Let’s face it, many folks look at the IT staff as an independent fiefdom that has magic wands made of binary code. You often hear phrases like: “Can’t you just add this simple reporting function?” or “I just need these two systems to talk to each other” and “It is simply a matter of (insert request here).” So, how exactly can you effectively communicate IT limitations and constraints to your business stakeholders? The answer can be as simple as getting some business analysis training.
What does business analysis training have to do with making IT operations and business operations sync up? Glad you asked. Business analysts are, in many organizations, the conduit between what the business needs and the systems and applications that will enable the enterprise to get to their desired state. Skilled business analysts have an ability to effectively manage stakeholder input in requirements development, they understand whether certain potential solutions will work within the current environment, how to assess the potential value of different proposed solutions. Wouldn’t it be great if you had those skills in your toolbox as well?
The truth is, the more that tech professionals can understand business needs, market trends and strategic goals, the more value they can add to the organization. We don’t always want to be the person that says “What you are asking for isn’t possible.” Instead, we want to be the person who truly understands the needs of the business so that we can recommend a realistic alternative.
As an IT professional, it may be tempting to say something along the lines of, “But that is the business analyst’s job, not mine.” No one is telling you to do the BA’s job for them. What is being recommended here is to develop an additional skill set outside of the IT hard skills. No manager ever said “We don’t really want our IT staff to have an understanding of the business.”
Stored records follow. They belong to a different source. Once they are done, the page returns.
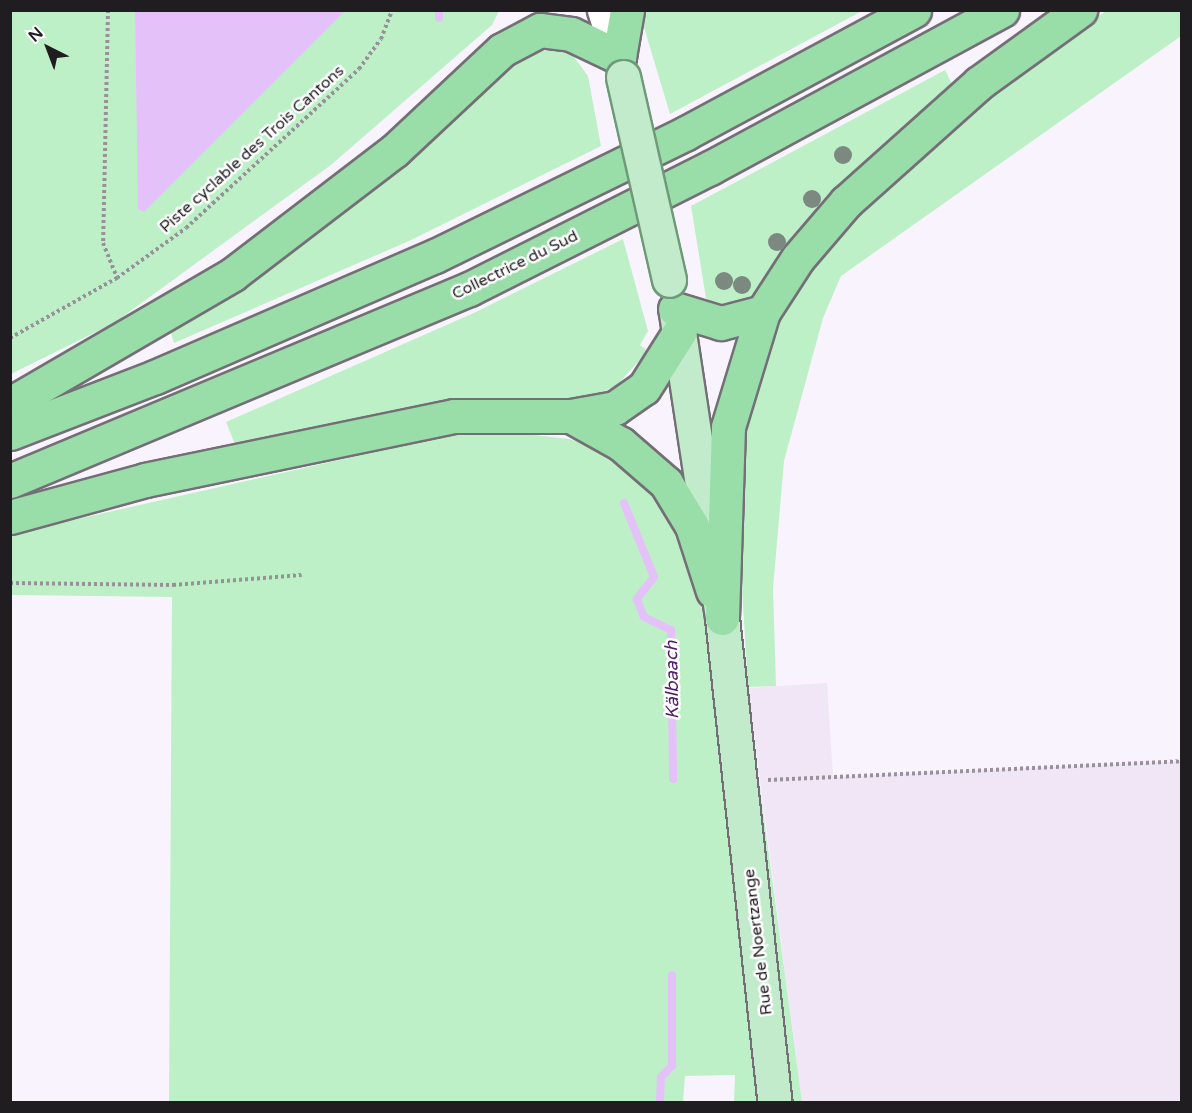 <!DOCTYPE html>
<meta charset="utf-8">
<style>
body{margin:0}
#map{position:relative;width:1192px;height:1113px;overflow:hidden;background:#f9f3fd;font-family:"Varela Round",sans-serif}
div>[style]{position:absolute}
.built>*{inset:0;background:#f0e6f6}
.green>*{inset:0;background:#bef0c8}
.water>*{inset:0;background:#e5c1f9}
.stream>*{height:8px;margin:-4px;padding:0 4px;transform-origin:4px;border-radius:4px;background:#e5c1f9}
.path>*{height:4px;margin-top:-2px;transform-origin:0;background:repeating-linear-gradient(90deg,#979299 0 3px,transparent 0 6px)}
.roads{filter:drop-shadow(2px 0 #746f77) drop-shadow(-2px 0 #746f77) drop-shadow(0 2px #746f77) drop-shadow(0 -2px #746f77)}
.secondary>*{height:33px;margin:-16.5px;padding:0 16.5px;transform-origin:16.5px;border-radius:16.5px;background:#fff}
.primary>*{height:33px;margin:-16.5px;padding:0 16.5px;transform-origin:16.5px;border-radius:16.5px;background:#c2ebcb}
.highway>*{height:33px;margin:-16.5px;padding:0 16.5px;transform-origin:16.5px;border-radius:16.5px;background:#99dda8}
.bridges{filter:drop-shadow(2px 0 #6f9a79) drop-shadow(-2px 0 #6f9a79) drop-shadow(0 2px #6f9a79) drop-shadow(0 -2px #6f9a79)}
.primary-bridge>*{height:33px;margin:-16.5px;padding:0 16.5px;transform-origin:16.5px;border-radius:16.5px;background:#c2ebcb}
.trees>*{width:18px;height:18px;margin:-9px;border-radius:50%;background:#7b8981}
span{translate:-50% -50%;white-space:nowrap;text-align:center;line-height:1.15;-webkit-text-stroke:5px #fff;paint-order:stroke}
.street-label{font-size:16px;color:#201d21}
.water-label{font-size:18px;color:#541c6c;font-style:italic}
.frame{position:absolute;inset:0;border:12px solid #201d21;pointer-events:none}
.north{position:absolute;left:18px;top:18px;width:60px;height:60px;-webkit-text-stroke:4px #fff;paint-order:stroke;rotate:318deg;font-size:16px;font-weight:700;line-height:24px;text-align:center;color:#201d21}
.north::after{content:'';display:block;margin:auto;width:21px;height:27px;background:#201d21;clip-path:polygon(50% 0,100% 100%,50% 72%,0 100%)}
</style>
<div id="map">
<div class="built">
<i style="clip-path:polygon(827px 683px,833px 777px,1181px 761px,1181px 1102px,802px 1102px,748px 688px)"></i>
</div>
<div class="green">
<i style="clip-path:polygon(10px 11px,499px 11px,492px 25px,331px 165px,114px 323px,11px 374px)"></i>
<i style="clip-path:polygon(646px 11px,646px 10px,862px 11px,670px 114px,643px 24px)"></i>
<i style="clip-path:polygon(1106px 11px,1181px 11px,1181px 36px,841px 276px,823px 318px,784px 461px,773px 589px,776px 686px,748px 687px,737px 505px,740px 446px,768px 337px,796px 287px,865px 202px,948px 127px)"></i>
<i style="clip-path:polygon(558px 48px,571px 53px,588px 76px,601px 146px,409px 241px,174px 343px,170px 330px,513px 57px)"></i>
<i style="clip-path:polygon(945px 70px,954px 88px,749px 300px,723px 308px,706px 298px,691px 206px)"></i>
<i style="clip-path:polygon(623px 239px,648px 331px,640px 345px,648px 351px,618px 384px,594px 397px,236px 447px,226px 422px,476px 312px)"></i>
<i style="clip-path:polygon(477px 429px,570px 439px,596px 448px,655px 498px,680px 541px,704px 615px,730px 778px,759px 780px,802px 1102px,734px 1102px,735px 1075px,685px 1076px,683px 1102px,169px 1102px,172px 597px,11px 595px,11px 534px)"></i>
</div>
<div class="water">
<i style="clip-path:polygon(135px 11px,135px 10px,345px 11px,144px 212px,138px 209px)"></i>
</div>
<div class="stream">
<i style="left:439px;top:10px;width:8px;rotate:90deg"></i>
<i style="left:624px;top:503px;width:80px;rotate:67.9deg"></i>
<i style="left:654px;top:577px;width:28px;rotate:128deg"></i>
<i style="left:637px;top:599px;width:19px;rotate:69deg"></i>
<i style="left:644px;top:617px;width:30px;rotate:26deg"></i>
<i style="left:671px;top:630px;width:149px;rotate:89.2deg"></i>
<i style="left:660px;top:1102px;width:25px;rotate:-88deg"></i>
<i style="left:661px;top:1077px;width:16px;rotate:-45deg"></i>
<i style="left:672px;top:1066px;width:91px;rotate:-90deg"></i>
</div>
<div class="path">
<i style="left:108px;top:10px;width:233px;rotate:91.2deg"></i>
<i style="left:103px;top:243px;width:38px;rotate:68deg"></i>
<i style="left:10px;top:338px;width:123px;rotate:-29.3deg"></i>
<i style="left:117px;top:278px;width:85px;rotate:-35.9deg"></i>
<i style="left:186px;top:228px;width:235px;rotate:-42.6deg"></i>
<i style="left:359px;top:69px;width:37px;rotate:-54deg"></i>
<i style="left:381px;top:39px;width:31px;rotate:-69deg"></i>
<i style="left:10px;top:583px;width:163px;rotate:0.7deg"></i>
<i style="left:173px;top:585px;width:129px;rotate:-4.4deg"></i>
<i style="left:768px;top:780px;width:414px;rotate:-2.6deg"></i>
</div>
<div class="roads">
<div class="secondary">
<i style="left:604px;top:10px;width:49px;rotate:72.3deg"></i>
</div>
<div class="primary">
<i style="left:676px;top:313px;width:308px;rotate:81.4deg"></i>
<i style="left:722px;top:618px;width:487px;rotate:83.8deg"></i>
</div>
<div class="highway">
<i style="left:675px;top:309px;width:48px;rotate:16.9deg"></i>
<i style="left:721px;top:323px;width:43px;rotate:-14.7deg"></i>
<i style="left:10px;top:404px;width:258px;rotate:-30.2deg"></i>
<i style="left:233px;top:274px;width:203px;rotate:-37.4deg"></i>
<i style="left:394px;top:151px;width:148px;rotate:-43.1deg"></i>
<i style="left:502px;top:50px;width:43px;rotate:-27.8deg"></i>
<i style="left:540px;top:30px;width:31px;rotate:7deg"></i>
<i style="left:571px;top:34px;width:53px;rotate:25.6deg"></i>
<i style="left:619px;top:57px;width:48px;rotate:-80.3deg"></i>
<i style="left:571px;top:416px;width:57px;rotate:29.2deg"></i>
<i style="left:621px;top:444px;width:60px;rotate:40.9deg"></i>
<i style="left:666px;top:483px;width:50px;rotate:58.8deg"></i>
<i style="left:692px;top:526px;width:68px;rotate:72.1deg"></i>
<i style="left:10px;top:433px;width:155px;rotate:-21.1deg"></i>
<i style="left:155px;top:377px;width:305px;rotate:-23.4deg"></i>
<i style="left:435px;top:256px;width:280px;rotate:-26.1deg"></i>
<i style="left:686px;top:133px;width:259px;rotate:-28.3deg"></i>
<i style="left:10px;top:481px;width:498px;rotate:-22.7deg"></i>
<i style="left:469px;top:289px;width:270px;rotate:-26.7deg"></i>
<i style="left:710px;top:168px;width:332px;rotate:-28.4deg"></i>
<i style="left:10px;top:517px;width:140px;rotate:-15.3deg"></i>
<i style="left:145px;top:480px;width:316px;rotate:-11.7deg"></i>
<i style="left:454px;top:416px;width:117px"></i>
<i style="left:571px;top:416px;width:45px;rotate:-10.3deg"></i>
<i style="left:615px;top:408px;width:35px;rotate:-35deg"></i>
<i style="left:644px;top:388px;width:67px;rotate:-57.7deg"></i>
<i style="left:722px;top:618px;width:191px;rotate:-88.2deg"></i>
<i style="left:728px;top:427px;width:120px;rotate:-73.1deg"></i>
<i style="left:763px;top:312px;width:64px;rotate:-57.1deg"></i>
<i style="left:798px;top:258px;width:74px;rotate:-49.4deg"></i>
<i style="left:846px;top:202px;width:178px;rotate:-41.8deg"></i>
<i style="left:979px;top:83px;width:125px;rotate:-35.9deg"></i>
</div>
</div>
<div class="bridges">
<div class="primary-bridge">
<i style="left:623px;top:77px;width:208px;rotate:77.2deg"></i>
</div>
</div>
<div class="trees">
<i style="left:843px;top:155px"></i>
<i style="left:812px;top:199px"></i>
<i style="left:777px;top:242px"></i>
<i style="left:724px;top:281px"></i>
<i style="left:742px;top:285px"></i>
</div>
<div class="street-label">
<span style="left:252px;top:149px;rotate:-42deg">Piste cyclable des Trois Cantons</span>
<span style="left:515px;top:265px;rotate:-26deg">Collectrice du Sud</span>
<span style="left:758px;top:942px;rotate:-97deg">Rue de Noertzange</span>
</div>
<div class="water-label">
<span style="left:672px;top:680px;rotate:-91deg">Kälbaach</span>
</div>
<div class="frame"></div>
<div class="north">N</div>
</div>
Tech Republic declares that in 2015, project management and soft skills are among the most important skills that IT professionals can possess. It’s no longer enough for IT professionals to build and sustain a career on hard skills alone. IT professionals already manage projects, but developing stronger business acumen makes IT professionals more of an asset. When we put on our business analyst hats we can look at things from a different perspective and make ourselves more valuable to our organizations.